Setting the verbose parameter to fit() in XGBoost allows you to monitor the model’s performance on the validation set during training when using early stopping.
The parameter is enabled by default, but can be disabled verbose=False to hide verbose output. It is a good idea to manually enable verbose output when using early stopping.
This provides valuable insights into the model’s learning progress and helps identify the optimal number of boosting rounds.

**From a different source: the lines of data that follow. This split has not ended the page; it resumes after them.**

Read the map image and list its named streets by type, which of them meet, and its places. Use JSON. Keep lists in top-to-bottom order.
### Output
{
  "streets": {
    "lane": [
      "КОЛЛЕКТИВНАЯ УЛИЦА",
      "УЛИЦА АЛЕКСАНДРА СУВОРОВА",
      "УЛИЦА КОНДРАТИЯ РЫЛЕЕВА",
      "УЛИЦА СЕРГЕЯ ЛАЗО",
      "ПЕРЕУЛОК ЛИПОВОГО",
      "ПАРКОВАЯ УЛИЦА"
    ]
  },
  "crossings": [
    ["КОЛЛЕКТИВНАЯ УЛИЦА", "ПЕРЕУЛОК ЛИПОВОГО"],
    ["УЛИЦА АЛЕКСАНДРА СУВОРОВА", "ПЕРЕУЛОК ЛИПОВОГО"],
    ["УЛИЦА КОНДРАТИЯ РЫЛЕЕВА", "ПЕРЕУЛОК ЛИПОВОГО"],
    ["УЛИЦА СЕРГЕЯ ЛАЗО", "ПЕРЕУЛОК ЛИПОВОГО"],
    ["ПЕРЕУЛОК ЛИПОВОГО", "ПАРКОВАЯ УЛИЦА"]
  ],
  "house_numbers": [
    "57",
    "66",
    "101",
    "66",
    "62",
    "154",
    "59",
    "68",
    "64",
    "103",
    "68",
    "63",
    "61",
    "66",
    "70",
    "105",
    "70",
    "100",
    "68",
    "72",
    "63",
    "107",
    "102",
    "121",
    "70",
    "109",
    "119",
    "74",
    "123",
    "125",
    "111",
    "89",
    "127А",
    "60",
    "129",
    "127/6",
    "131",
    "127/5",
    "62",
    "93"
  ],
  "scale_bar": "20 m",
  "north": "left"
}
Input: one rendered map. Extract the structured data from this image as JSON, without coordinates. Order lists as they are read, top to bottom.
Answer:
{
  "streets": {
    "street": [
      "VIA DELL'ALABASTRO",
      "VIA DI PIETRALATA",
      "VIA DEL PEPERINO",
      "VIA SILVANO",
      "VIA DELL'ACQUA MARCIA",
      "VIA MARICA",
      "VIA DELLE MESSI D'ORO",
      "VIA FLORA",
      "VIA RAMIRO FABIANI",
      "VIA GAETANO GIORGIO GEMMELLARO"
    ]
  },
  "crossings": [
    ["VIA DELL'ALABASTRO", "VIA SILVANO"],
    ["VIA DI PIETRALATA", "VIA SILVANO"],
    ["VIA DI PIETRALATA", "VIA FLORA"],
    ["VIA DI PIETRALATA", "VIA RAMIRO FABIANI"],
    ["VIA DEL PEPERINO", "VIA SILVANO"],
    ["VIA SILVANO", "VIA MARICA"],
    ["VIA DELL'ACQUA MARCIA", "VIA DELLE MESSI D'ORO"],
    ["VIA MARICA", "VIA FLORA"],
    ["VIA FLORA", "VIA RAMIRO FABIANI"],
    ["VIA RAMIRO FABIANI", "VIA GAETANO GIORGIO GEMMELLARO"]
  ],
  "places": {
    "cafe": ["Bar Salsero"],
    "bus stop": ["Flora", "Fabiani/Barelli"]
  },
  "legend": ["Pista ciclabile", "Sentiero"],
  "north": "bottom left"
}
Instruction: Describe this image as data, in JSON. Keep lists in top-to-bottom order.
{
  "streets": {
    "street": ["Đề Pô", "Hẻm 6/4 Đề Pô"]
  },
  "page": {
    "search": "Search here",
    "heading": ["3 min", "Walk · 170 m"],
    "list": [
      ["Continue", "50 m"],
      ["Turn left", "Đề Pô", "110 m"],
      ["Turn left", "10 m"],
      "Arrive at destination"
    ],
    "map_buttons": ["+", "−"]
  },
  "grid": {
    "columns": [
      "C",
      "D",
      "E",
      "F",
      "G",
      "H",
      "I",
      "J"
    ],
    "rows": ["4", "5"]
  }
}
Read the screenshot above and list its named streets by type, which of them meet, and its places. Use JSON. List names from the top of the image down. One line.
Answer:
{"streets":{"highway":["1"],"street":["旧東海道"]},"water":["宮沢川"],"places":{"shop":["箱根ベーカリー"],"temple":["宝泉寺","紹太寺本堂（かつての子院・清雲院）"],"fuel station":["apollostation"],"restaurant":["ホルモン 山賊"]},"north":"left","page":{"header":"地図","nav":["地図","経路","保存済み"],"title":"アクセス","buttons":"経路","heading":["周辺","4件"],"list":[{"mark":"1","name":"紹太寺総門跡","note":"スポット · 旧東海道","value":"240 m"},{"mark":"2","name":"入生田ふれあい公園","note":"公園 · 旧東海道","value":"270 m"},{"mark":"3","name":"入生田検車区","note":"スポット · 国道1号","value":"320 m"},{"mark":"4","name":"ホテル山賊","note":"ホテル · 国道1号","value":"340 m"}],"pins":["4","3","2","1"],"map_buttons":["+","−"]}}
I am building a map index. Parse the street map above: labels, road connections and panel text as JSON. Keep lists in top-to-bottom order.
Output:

Verbose reporting is especially useful when tuning the early_stopping_rounds parameter to strike the right balance between model complexity and generalization performance.
Here’s a concise example demonstrating how to enable verbose reporting with early stopping in XGBoost:
from sklearn.datasets import make_classification
from sklearn.model_selection import train_test_split
from xgboost import XGBClassifier
# Create a synthetic dataset
X, y = make_classification(n_samples=1000, n_classes=2, n_features=20, random_state=42)
# Split the data into train, validation, and test sets
X_train, X_test, y_train, y_test = train_test_split(X, y, test_size=0.2, random_state=42)
X_train, X_val, y_train, y_val = train_test_split(X_train, y_train, test_size=0.2, random_state=42)
# Define an XGBoost classifier with early stopping and verbose reporting
xgb_clf = XGBClassifier(n_estimators=100, early_stopping_rounds=10)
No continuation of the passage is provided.